Taken fom Managing Liability, Business and Academic Operations; United Educators, 2008.
Each year, some American students abroad suffer serious and sometimes fatal injuries from participating in programs, field trips, sporting or other activities, independent travel, or even horseplay. Sometimes alcohol is involved. Although it will never be possible to prevent all serious accidents or injuries, institutions can help reduce risk in a number of ways, including:
- Limiting sponsored field trips and activities to those that are required for the success and integrity of the academic program.
- Relegating inherently dangerous or risky activities such as cliff climbing, swimming in or crossing dangerous waters, or bungee jumping to independent activities that are only available to students who choose to participate in them during their free time.
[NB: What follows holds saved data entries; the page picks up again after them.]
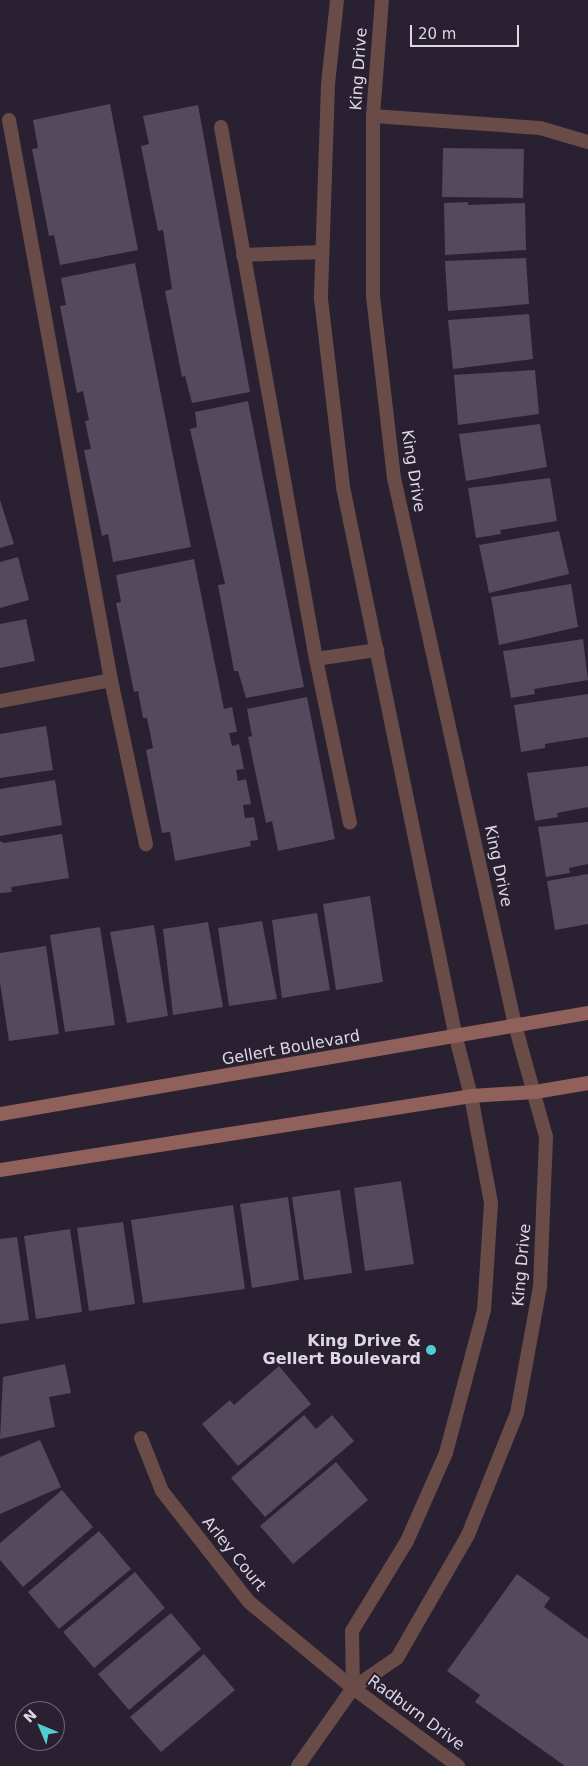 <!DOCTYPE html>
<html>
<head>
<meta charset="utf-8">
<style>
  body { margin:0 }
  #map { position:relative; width:588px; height:1766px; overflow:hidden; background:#292031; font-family:"DejaVu Sans",sans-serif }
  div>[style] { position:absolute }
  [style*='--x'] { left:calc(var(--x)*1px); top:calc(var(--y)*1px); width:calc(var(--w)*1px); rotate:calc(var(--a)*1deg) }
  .building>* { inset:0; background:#54495d }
  .service>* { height:14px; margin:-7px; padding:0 7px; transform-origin:7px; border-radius:7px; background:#694b47 }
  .minor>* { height:14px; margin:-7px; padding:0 7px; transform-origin:7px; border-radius:7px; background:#694b47 }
  .tertiary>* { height:14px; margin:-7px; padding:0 7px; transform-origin:7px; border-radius:7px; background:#694b47 }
  .secondary>* { height:14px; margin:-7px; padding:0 7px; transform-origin:7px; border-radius:7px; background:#90605a }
  .dots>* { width:14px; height:14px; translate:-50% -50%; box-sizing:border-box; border:2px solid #292031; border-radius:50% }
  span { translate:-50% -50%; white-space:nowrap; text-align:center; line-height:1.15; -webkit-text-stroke:4px #292031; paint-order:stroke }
  .street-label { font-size:16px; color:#ddd7e2 }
  .poi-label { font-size:16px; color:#ddd7e2; font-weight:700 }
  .right { translate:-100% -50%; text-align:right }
  .north { position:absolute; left:15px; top:1701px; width:50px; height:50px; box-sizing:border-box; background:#292031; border:1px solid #716978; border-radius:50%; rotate:315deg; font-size:14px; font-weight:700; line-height:20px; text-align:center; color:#ddd7e2 }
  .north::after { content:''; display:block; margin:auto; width:18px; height:22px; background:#51ccd1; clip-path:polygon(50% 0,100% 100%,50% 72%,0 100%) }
  .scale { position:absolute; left:410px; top:25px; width:109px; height:22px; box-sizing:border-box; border:2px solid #ddd7e2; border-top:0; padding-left:6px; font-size:15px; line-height:18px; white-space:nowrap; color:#ddd7e2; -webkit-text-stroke:4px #292031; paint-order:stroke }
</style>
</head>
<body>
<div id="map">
  <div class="building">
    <i style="clip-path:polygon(110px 104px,138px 250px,60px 265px,54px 235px,49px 236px,32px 149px,38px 148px,33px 120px)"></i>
    <i style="clip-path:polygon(198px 105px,250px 392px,192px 403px,185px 376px,182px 377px,165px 291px,172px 289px,163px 230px,158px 231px,141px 146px,149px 144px,143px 116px)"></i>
    <i style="clip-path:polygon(443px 148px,524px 149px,523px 198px,442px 197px)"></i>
    <i style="clip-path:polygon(468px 202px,468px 205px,525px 203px,526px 250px,445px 255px,444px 203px)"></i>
    <i style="clip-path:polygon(526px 258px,529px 304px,448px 311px,445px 261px)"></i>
    <i style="clip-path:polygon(135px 263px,191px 547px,113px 562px,108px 534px,102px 536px,84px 450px,91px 449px,85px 421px,89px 420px,83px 391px,77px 393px,60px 306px,66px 305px,61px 278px)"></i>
    <i style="clip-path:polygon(529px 314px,533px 359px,453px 369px,448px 320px)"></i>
    <i style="clip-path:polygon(535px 370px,539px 414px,458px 425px,454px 375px)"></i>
    <i style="clip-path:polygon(248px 401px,304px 687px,246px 698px,238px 671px,234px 671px,218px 585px,225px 584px,190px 429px,197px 427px,195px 412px)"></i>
    <i style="clip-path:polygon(540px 424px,547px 467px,466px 481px,459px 434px)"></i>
    <i style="clip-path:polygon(550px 478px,557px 521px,500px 530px,501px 534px,476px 538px,468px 488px)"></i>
    <i style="clip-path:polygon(0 500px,14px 544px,0 548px)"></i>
    <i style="clip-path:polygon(559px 531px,569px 574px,489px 593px,479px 545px)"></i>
    <i style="clip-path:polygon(18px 557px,29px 600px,0 608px,0 562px)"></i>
    <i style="clip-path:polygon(194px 559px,224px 709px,232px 707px,237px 732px,229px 733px,232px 746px,239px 744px,244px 769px,236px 770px,238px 781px,246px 779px,251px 804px,243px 805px,245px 818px,254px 817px,258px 840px,250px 841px,251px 846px,175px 861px,170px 832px,162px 833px,146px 750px,153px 748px,147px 718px,143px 718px,138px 691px,134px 692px,116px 603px,121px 602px,116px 575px)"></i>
    <i style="clip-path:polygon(571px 584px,578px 627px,499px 645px,491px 597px)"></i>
    <i style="clip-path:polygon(26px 619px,35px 661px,0 668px,0 624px)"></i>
    <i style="clip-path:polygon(583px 639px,588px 680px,534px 689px,535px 694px,511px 698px,503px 651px)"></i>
    <i style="clip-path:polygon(588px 694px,588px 737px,545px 744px,545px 748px,521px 752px,514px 705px)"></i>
    <i style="clip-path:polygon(307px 697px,335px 839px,278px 851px,272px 821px,266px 823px,248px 737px,252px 736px,247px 709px)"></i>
    <i style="clip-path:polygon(46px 726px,53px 770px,0 778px,0 734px)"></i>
    <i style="clip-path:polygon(588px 766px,588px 807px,557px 813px,558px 817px,535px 821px,527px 773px)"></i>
    <i style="clip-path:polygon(55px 780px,62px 825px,0 836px,0 789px)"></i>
    <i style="clip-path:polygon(588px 822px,588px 864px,569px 868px,570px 873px,546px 877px,538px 827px)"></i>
    <i style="clip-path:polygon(62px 834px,69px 878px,11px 887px,12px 892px,0 893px,0 841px,4px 843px)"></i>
    <i style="clip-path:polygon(588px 874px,588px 924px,555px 930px,547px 881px)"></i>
    <i style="clip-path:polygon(370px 896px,383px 982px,336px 990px,323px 904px)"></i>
    <i style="clip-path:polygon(317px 913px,330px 990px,282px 998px,272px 920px)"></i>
    <i style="clip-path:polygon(262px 921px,277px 999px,229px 1006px,218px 928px)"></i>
    <i style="clip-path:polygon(208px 922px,223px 1007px,173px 1015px,163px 929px)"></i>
    <i style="clip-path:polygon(154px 925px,168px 1016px,127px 1023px,110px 932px)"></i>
    <i style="clip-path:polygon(100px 927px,115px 1025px,65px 1032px,50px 935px)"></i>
    <i style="clip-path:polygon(46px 946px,59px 1034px,9px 1041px,0 983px,0 953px)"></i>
    <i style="clip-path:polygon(401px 1181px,414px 1264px,365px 1271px,354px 1188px)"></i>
    <i style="clip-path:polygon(340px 1190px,352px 1273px,304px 1280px,292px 1197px)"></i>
    <i style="clip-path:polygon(288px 1197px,299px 1280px,252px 1288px,240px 1204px)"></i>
    <i style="clip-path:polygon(233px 1205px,245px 1289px,143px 1303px,131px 1220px)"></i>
    <i style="clip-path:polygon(123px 1222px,135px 1304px,89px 1311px,77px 1228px)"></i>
    <i style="clip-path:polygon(70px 1229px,82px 1312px,36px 1319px,24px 1236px)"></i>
    <i style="clip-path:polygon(17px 1237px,29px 1320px,0 1324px,0 1239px)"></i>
    <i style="clip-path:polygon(65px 1364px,71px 1393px,49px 1397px,55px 1427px,0 1439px,3px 1377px)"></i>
    <i style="clip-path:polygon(279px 1366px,311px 1404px,238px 1466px,202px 1424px,230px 1400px,234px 1405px)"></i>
    <i style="clip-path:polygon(304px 1415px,316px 1429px,332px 1415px,354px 1441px,265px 1517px,231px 1478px)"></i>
    <i style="clip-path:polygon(40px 1440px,61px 1487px,0 1514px,0 1457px)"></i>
    <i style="clip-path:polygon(336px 1462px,368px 1500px,293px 1564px,260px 1526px)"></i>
    <i style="clip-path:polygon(62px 1490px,93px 1527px,23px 1587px,0 1560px,0 1543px)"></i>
    <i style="clip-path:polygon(99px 1531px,131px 1569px,59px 1629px,28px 1592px)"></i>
    <i style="clip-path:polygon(135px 1572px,165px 1608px,94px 1668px,63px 1632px)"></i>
    <i style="clip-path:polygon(517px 1574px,550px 1598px,544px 1607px,588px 1639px,588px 1766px,565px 1766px,475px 1702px,480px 1695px,447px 1671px)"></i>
    <i style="clip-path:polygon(171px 1613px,201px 1649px,129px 1710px,98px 1674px)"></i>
    <i style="clip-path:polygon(204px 1654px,235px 1690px,161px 1752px,130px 1717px)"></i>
  </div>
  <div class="service">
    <i style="--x:373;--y:116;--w:167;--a:4.1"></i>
    <i style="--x:540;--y:128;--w:50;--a:16.3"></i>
    <i style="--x:9;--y:120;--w:569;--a:79.68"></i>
    <i style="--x:111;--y:680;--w:168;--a:78"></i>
    <i style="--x:221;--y:127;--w:540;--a:79.88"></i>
    <i style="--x:316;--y:659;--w:167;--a:78.3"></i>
    <i style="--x:243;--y:255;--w:79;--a:-2.2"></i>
    <i style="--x:316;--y:659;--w:62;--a:-8.4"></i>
  </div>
  <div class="minor">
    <i style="--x:0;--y:701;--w:113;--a:-10.7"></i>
    <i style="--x:141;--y:1438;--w:57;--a:68.4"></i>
    <i style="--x:162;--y:1491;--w:141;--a:51.9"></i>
    <i style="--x:249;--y:1602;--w:135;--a:39.6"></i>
    <i style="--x:353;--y:1688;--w:131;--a:36.6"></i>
  </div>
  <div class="tertiary">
    <i style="--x:337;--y:0;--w:84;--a:96.1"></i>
    <i style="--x:328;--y:84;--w:215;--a:91.9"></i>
    <i style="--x:321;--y:299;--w:189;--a:83.3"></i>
    <i style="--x:343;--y:487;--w:562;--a:78.41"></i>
    <i style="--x:456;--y:1038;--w:60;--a:75.5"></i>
    <i style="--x:471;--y:1096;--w:109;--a:79.4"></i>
    <i style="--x:491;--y:1203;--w:107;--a:93.7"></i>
    <i style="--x:484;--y:1310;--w:148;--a:104.9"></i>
    <i style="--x:446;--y:1453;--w:96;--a:113.9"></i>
    <i style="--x:407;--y:1541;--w:105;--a:121.4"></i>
    <i style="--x:352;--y:1631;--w:57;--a:89"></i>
    <i style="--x:298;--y:1766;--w:95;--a:-54.8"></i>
    <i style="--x:353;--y:1688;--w:53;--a:-34.3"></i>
    <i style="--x:397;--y:1658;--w:142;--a:-60"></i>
    <i style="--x:468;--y:1535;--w:131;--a:-68.1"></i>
    <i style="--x:517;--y:1413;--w:128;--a:-79.7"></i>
    <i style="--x:540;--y:1287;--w:150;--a:-87.7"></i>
    <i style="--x:546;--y:1137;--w:116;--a:-105.5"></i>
    <i style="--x:515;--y:1025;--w:560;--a:-102.47"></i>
    <i style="--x:394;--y:478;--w:183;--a:-96.6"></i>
    <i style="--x:373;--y:296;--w:180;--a:-90"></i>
    <i style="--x:373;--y:116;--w:116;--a:-85.6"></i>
  </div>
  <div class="secondary">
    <i style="--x:0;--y:1114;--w:597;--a:-9.75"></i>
    <i style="--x:0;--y:1170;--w:477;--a:-8.9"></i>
    <i style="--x:471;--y:1096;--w:64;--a:-3.6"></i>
    <i style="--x:535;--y:1092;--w:54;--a:-9.6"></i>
  </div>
  <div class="dots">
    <i style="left:431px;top:1350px;background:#51ccd1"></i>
  </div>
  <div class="street-label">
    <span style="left:359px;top:69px;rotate:-86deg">King Drive</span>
    <span style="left:413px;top:471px;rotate:81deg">King Drive</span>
    <span style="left:498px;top:866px;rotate:78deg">King Drive</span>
    <span style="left:291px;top:1048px;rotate:-10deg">Gellert Boulevard</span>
    <span style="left:522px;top:1265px;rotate:-85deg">King Drive</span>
    <span style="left:234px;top:1554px;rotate:51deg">Arley Court</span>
    <span style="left:416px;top:1713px;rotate:36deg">Radburn Drive</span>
  </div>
  <div class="poi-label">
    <span class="right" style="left:421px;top:1350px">King Drive &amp;<br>Gellert Boulevard</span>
  </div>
  <div class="north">N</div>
  <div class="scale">20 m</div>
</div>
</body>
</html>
To avoid being considered the sponsor of such activities program staff and faculty should not:
- Include them in marketing materials for the program
- Collect money for them
- Pay for any part of the activities
- Make arrangements for the activities with transportation companies or other vendors
- Allow faculty or staff to accompany students on them
- Promote those field trips or activities
- Ensuring that marketing and other program materials state which events and activities are (and are not) part of the sponsored program and clarifying when the official program (and individual field trips or activities) begin and end.
While motor vehicle accidents will never be entirely preventable, there are steps program providers can take to help manage and reduce the risk. First, it is a good idea to maintain a list of approved charter bus and transportation companies for field trips, excursions, and other events and activities funded or sponsored by the short-term study abroad program. Program directors should determine whether to restrict driving by student program participants. You should also consider your policy on renting, buying, or operating motorcycles, mopeds, scooters, and off-road vehicles.